Have students split into teams of three. Each team will take one of the themes below and brainstorm to identify what they need to know to be able to address the theme. Ask students to use the Pennsylvanians and the Environment story and the Student References page to do preliminary research to learn what they can about their theme. Ask them to find other Web sites that give them additional information. Tell them they will report back to the class about the web sites and their opinions of the information found at each site.

  • Who's at fault - Humans or Nature? Since this was a flood caused by the failure of the South Fork Dam, were humans at fault because of shoddy dam construction? Were there other human actions that aided flooding and increased the potential for loss of life (deforestation, in-filling along the river for construction, municipal dumping, industrial waste deposits along the rivers, and building right next to the river)? Was this a natural event, inevitable because of the topography of the area?

  • Heroic actions! Every catastrophe surfaces heroes and heroines, sometimes during the actual event, sometimes in the aftermath as people try to pick up the pieces. Identify some of those people and tell what they did that made them heroes/heroines.

  • How many Johnstown Floods have there been?

  • The wealthy had the high ground! Who were some of the prominent people who were members of the South Fork Fishing and Hunting Club? Were they at fault in any way?
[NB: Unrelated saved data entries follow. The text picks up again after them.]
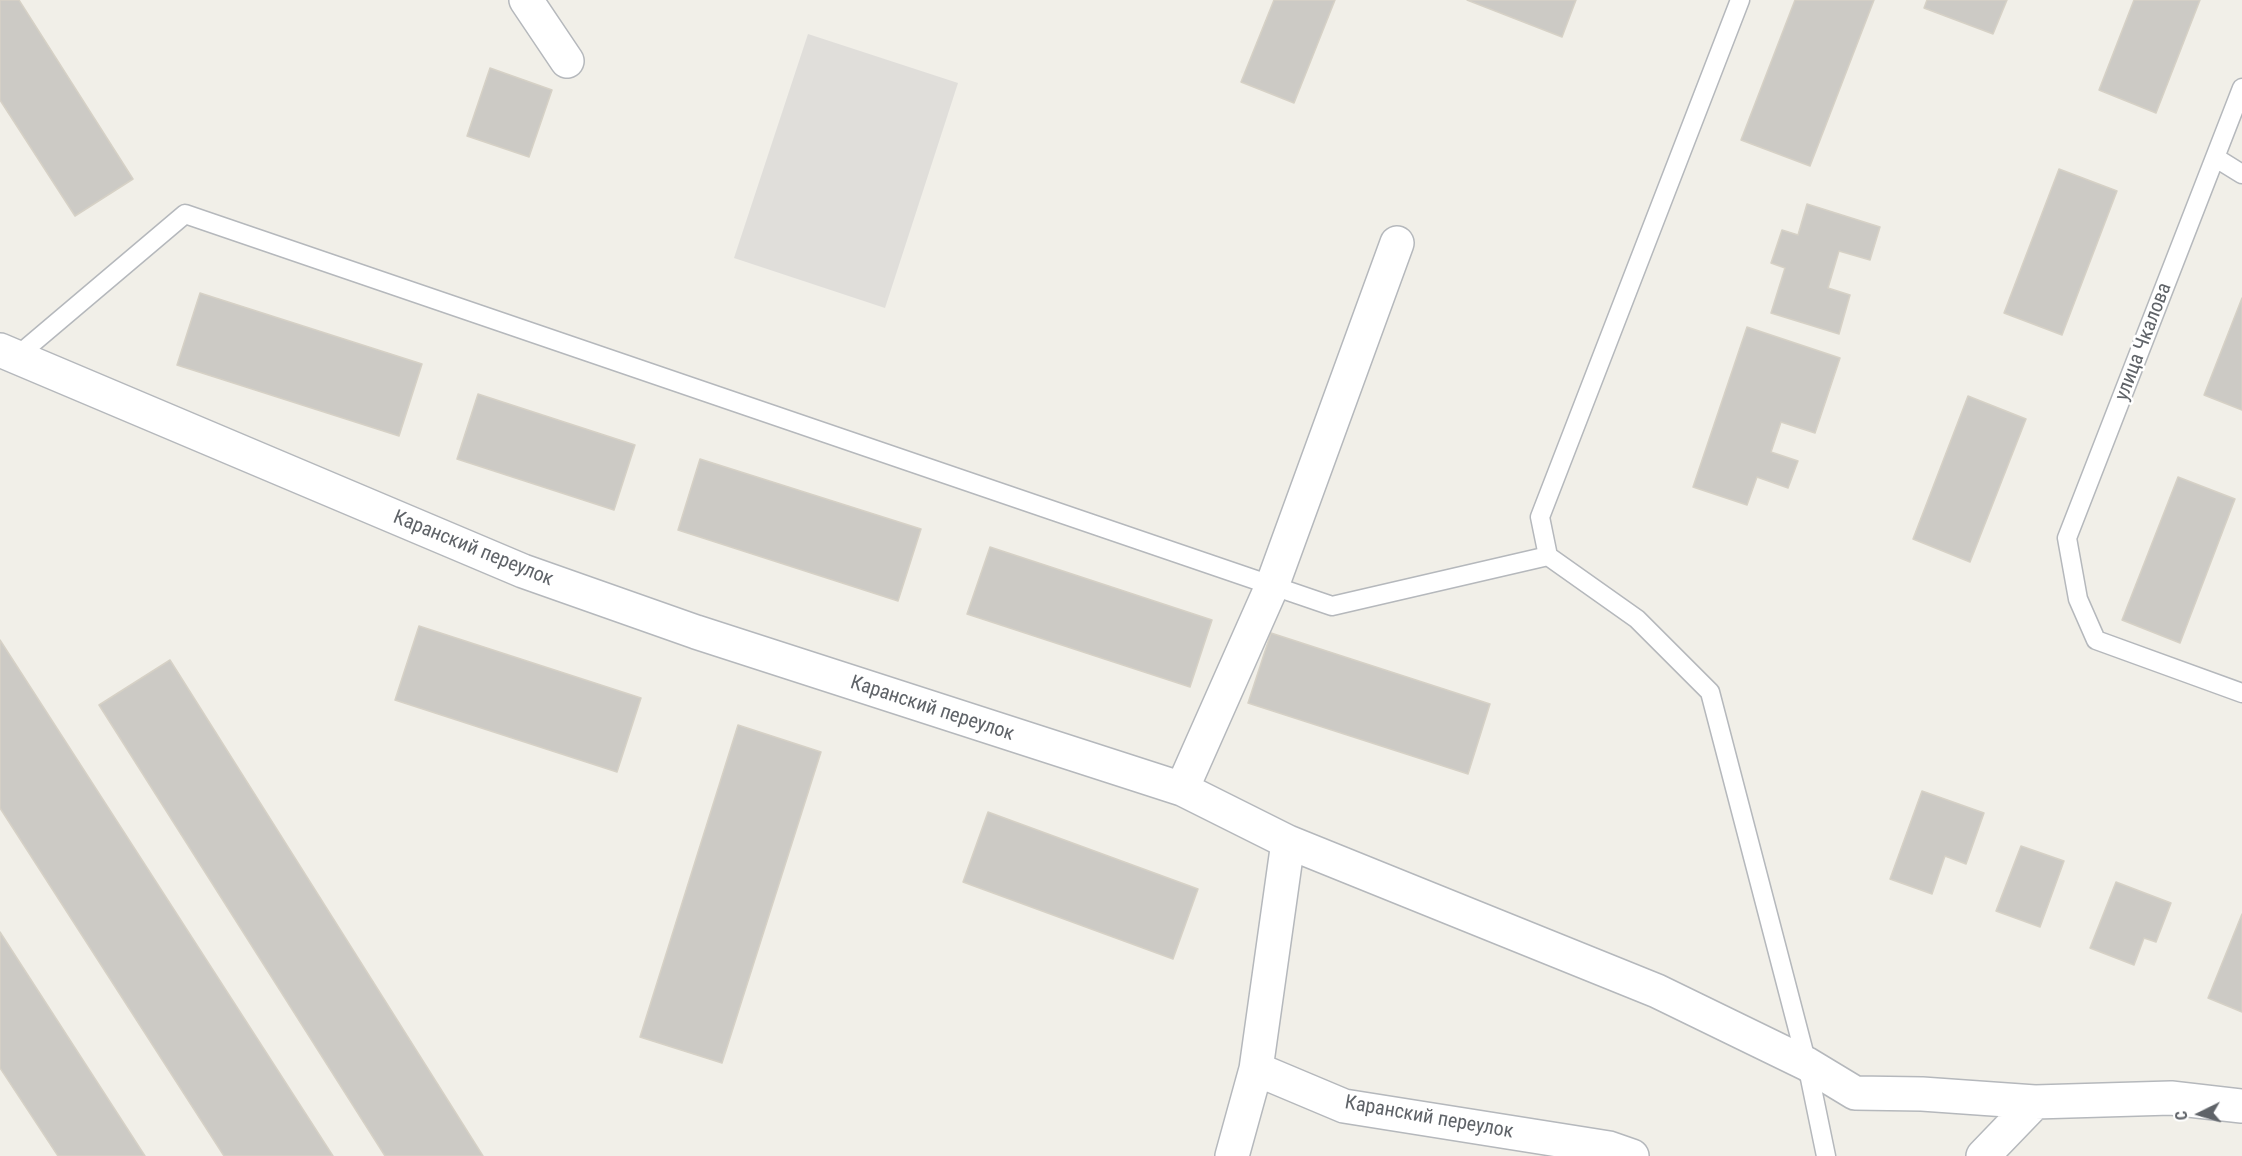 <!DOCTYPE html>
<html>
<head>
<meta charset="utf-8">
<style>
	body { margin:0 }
	#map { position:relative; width:2242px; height:1156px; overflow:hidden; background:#f1efe8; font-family:"Roboto Condensed",sans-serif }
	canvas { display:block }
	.north { position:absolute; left:2170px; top:1084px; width:60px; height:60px; -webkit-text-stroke:4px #fff; paint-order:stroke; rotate:265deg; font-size:16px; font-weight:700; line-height:24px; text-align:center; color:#5f6368 }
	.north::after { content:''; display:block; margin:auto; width:21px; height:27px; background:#5f6368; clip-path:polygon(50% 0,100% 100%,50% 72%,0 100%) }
</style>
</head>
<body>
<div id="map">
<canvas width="2242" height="1156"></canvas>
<div class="north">С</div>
</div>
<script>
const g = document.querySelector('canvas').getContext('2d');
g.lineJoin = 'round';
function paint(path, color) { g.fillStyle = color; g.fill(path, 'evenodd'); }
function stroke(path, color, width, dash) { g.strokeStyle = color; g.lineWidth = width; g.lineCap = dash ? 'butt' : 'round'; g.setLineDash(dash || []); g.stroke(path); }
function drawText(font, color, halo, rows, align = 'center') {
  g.font = font + ' "Roboto Condensed",sans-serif'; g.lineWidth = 5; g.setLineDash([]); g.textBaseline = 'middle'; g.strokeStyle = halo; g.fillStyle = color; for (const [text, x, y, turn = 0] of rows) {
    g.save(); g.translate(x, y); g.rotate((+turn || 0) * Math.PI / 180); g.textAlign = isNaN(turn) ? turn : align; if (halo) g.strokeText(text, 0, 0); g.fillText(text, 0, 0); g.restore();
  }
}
paint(new Path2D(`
	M 808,34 L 958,83 L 885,308 L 734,258 Z`), '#e0deda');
const building = new Path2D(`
	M 0,0 L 19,0 L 133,179 L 75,216 L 0,100 Z
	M 1274,0 L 1335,0 L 1294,103 L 1241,82 Z
	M 1467,0 L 1576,0 L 1562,37 Z
	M 1795,0 L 1874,0 L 1810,166 L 1741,140 Z
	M 1927,0 L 2007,0 L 1993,34 L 1924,8 Z
	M 2134,0 L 2200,0 L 2156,113 L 2099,90 Z
	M 490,68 L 552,90 L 529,157 L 467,136 Z
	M 2059,169 L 2117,191 L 2062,335 L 2004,313 Z
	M 1807,204 L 1880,227 L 1870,260 L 1839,251 L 1828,288 L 1850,295 L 1839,334 L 1771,313 L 1785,268 L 1771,263 L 1782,230 L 1798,235 Z
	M 200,293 L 422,364 L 399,436 L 177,365 Z
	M 2242,298 L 2242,410 L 2204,395 Z
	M 1747,327 L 1840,358 L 1815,433 L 1781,422 L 1771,452 L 1798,461 L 1788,488 L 1757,477 L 1747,505 L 1693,487 Z
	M 478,394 L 635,445 L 614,510 L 457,459 Z
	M 1968,396 L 2026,419 L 1970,562 L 1913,539 Z
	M 700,459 L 921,529 L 898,601 L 678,530 Z
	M 2178,477 L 2235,499 L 2180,643 L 2122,620 Z
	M 990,547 L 1212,620 L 1190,687 L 967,614 Z
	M 419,626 L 641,698 L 617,772 L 395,700 Z
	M 1271,633 L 1490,704 L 1468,774 L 1248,703 Z
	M 0,640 L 333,1156 L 224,1156 L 0,808 Z
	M 170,660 L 483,1156 L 385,1156 L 99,705 Z
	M 738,725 L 821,752 L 722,1063 L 640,1037 Z
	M 1922,791 L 1984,813 L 1966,864 L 1945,856 L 1932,894 L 1890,879 Z
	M 988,812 L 1198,889 L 1173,959 L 963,882 Z
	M 2021,846 L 2064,861 L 2040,927 L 1996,911 Z
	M 2116,882 L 2171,903 L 2156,942 L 2144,938 L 2134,965 L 2090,948 Z
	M 2242,914 L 2242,1012 L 2208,998 Z
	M 0,932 L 145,1156 L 58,1156 L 0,1068 Z`);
paint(building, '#cccac5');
stroke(building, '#d6d1c6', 1.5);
const service = new Path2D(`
	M 1740,0 L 1540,517 L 1548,556 L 1637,619 L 1710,692 L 1807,1064 L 1826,1156
	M 2242,88 L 2067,538 L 2078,599 L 2096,640 L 2242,693
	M 2216,158 L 2242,174
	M 16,357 L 185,214 L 1332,606 L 1548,556`);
const minor = new Path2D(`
	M 526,0 L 567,61
	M 0,350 L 523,571 L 696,632 L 1182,789 L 1288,842 L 1256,1069 L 1344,1106 L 1609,1148 L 1632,1156
	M 1182,789 L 1272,586 L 1397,243
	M 1288,842 L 1657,991 L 1807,1064 L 1855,1093 L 1922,1094 L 2035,1102
	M 1232,1156 L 1256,1069
	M 1983,1156 L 2035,1102 L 2171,1098 L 2242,1106`);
stroke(service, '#b5b8bc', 21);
stroke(minor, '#b5b8bc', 36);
stroke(service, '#fff', 18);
stroke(minor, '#fff', 33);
drawText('20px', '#5f6368', '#fff', [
	["улица Чкалова",2144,342,-69],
	["Каранский переулок",473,549,22],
	["Каранский переулок",932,709,18],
	["Каранский переулок",1429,1118,10]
]);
</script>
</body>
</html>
  • Creating dams causes change. What environmental impact does a dam have on the surrounding region for wildlife, including aquatic life. For flood control? For human pleasure and recreation?

  • Breaking dams causes change. What environmental impact does a flood have on the surrounding region for wildlife, including aquatic life. What impact does a flood have on people?

  • Money speaks! How did some of the power-people of Johnstown and those who were members of the South Fork Fishing and Hunting Club acquire their money? How did the flood impact those people?

Day 2

When the class comes back together, ask these questions:

  • How do you know if what you are finding in your research is accurate and correct?

  • What makes a web site a good or bad source of information when you're trying to research a topic?

  • Discuss the difference between original source material and a report or article about an event.

Have students work in their small groups to develop a "storyboard" of important information relating to their theme. (Newsprint for each group works well to record.) After all their information is up on the newsprint, have them arrange it in a logical manner. What gaps do they have in their information? What needs to be fleshed out with more information? Have students go back to the research stage to gather more information to fill their gaps.

Day 3

NOTE: This would be an excellent time for a field trip to Johnstown, if possible.

Students now have the option of pulling together their research into creative presentations. PowerPoint presentations allow for them to practice their public speaking skills, with attention holding pictures and a bit of text to help the listener focus on main points. Students must decide how much print they should use to help their audience focus, but not detract from the speaker's words. (The presentation can be made to the presenter's class or to a junior high class.)

A second option: If you have a technology person willing to team with the class, or "techies" within the class, have students develop their presentation as a web site.

For either presentation, students must ask, "How will I present my story?"

  • Is it chronological?

  • Is it technical?

  • Is it geographical?

  • Do we follow one family around?

  • How many points of view can we offer?